Bareksa.com – Dalam sepekan terakhir, nilai tukar rupiah melemah terhadap dolar Amerika Serikat. Keadaan ini berkebalikan dengan mayoritas mata uang Asia lainnya yang mendapatkan momentum pelemahan indeks dolar. Tingkat inflasi pada bulan Januari menjadi faktor yang menekan nilai mata uang Indonesia tersebut.
Saat ini rupiah diperdagangkan di level Rp13.362 per dolar AS atau telah terdepresiasi sebesar 0,24 persen. Keadaan ini justru berbeda dengan keadaan mata uang Asia lainnya yang mayoritas terapresiasi di akhir Januari.
Delapan dari 12 mata uang negara di Asia menguat dikarenakan faktor eksternal, yakni melemahnya indeks dolar AS (DXY) hingga di bawah level 100 sebagai nilai dasarnya. Sehingga keadaan ini pun direspon positif oleh pelaku pasar khususnya di negara berkembang.
Grafik : Perbandingan Nilai Mata Uang Asia Terhadap Dolar AS
Sumber : Bloomberg, diolah Bareksa.com
Melemahnya indeks dolar yang saat ini berada di level 99,8 merupakan salah satu keinginan Donald Trump agar ekspor AS kembali terdongkrak. Pasalnya, semakin murahnya nilai tukar dolar AS terhadap mata uang dunia lainnya membuat nilai ekspor negara adidaya itu semakin tinggi.
Indeks dolar yang diperdagangkan di level 99,8 menggambarkan bahwa harga dolar diperdagangkan di level diskon atau lebih murah 0,2 persen dari harga wajarnya di level 100. Seperti diketahui, level 100 dijadikan sebagai level base atau dasar dari suatu indeks.
Tingkat Inflasi Indonesia
Indonesia gagal memanfaatkan momentum pelemahan dolar ini karena terjadi inflasi yang cukup besar. Badan Pusat Statistik (BPS) merilis data inflasi Indonesia untuk bulan Januari 2017 sebesar 0,97 persen dan tingkat inflasi tahun ke tahun (Januari 2017 terhadap Januari 2016) sebesar 3,49 persen.
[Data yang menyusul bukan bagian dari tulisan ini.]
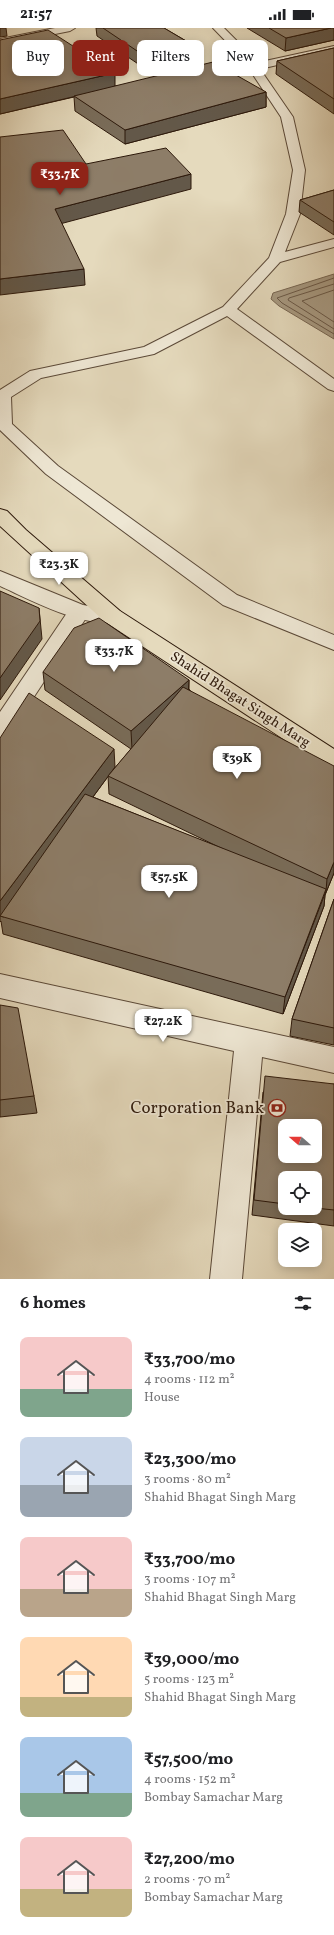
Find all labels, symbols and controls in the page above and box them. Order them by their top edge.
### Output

Inflasi terjadi karena adanya kenaikan harga yang ditunjukkan oleh naiknya seluruh indeks pengeluaran dengan kenaikan paling besar disumbang oleh kelompok listrik, gas, dan bahan bakar sebesar 1,09 persen dan kelompok transport, komunikasi, dan jasa keuangan sebesar 2,35 persen. Naiknya kelompok tersebut diwakili oleh naiknya biaya perpanjangan STNK, tarif listrik, tarif pulsa, dan bensin.
Lalu, kelompok listrik dan transport masing-masing memberikan andil sebesar 0,26 persen dan 0,43 persen. Keadaan ini menggambarkan bahwa sepanjang Januari 2017, 69 persen inflasi Indonesia justru disebabkan oleh naiknya tarif listrik dan biaya perpanjangan STNK di tengah stabilnya kenaikan inflasi untuk bahan makanan sebesar 0,14 persen.
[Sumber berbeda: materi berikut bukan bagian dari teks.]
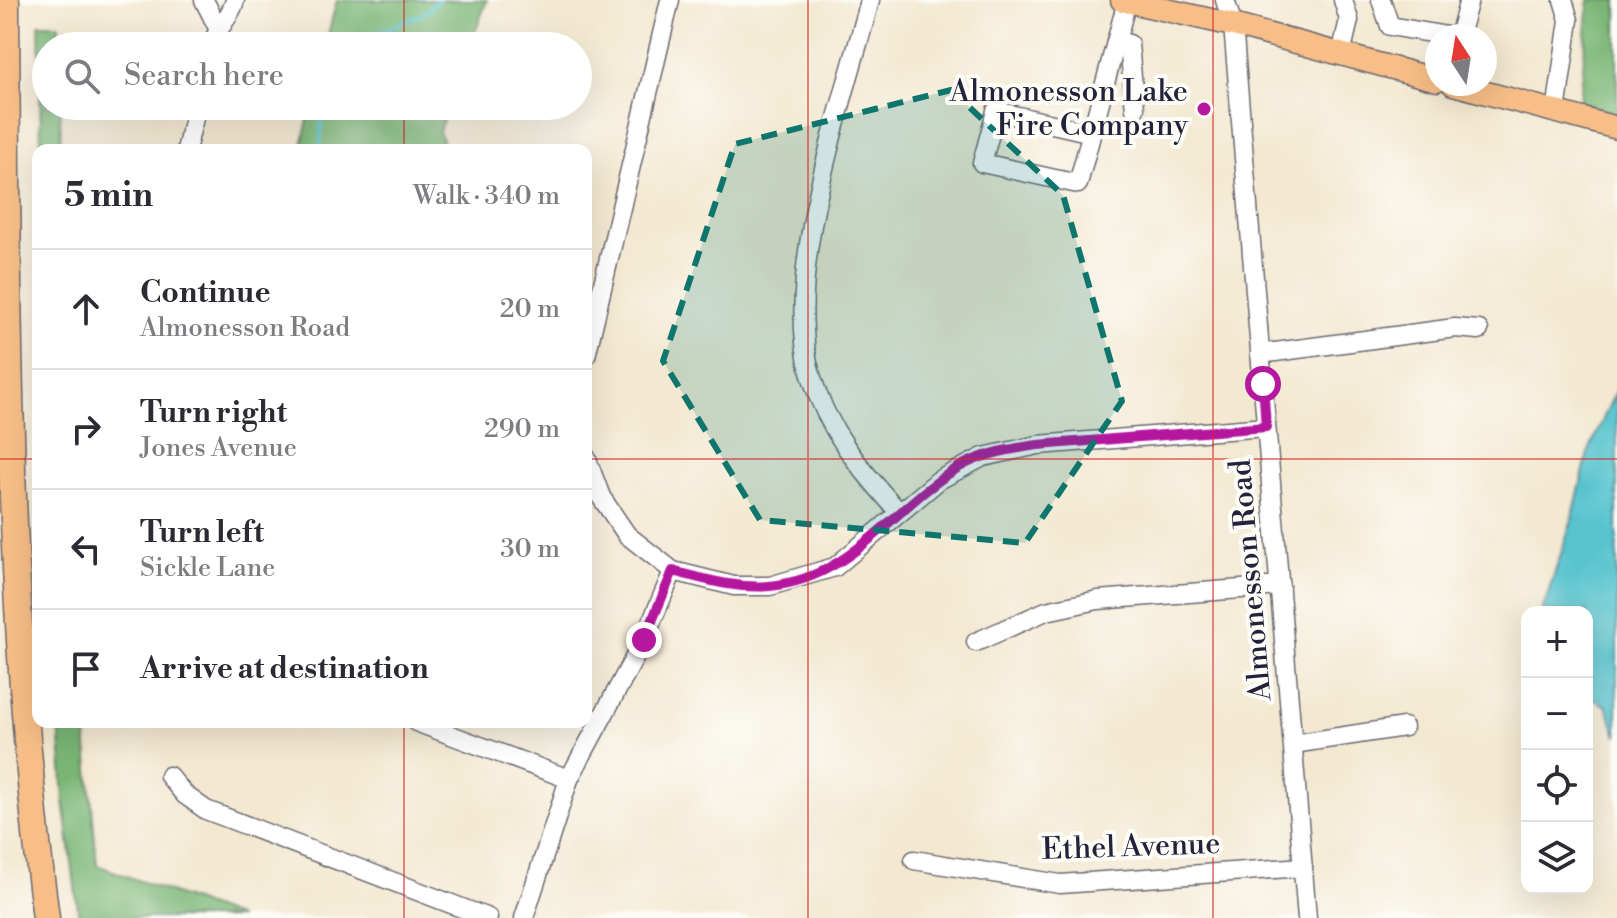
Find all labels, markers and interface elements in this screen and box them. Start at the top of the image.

Bareksa melihat, rilisnya angka inflasi di bulan Januari yang berada di luar ekspektasi menyebabkan rupiah cenderung melemah terbatas terhadap dolar AS seiring Indeks USD yang terdepresiasi dalam sepekan terakhir. Hal ini sekaligus menjadi dasar pertimbangan para pelaku pasar untuk memprediksi inflasi Indonesia di sepanjang tahun 2017 berada di atas 4 persen, atau lebih tinggi dibandingkan inflasi 2016. (hm)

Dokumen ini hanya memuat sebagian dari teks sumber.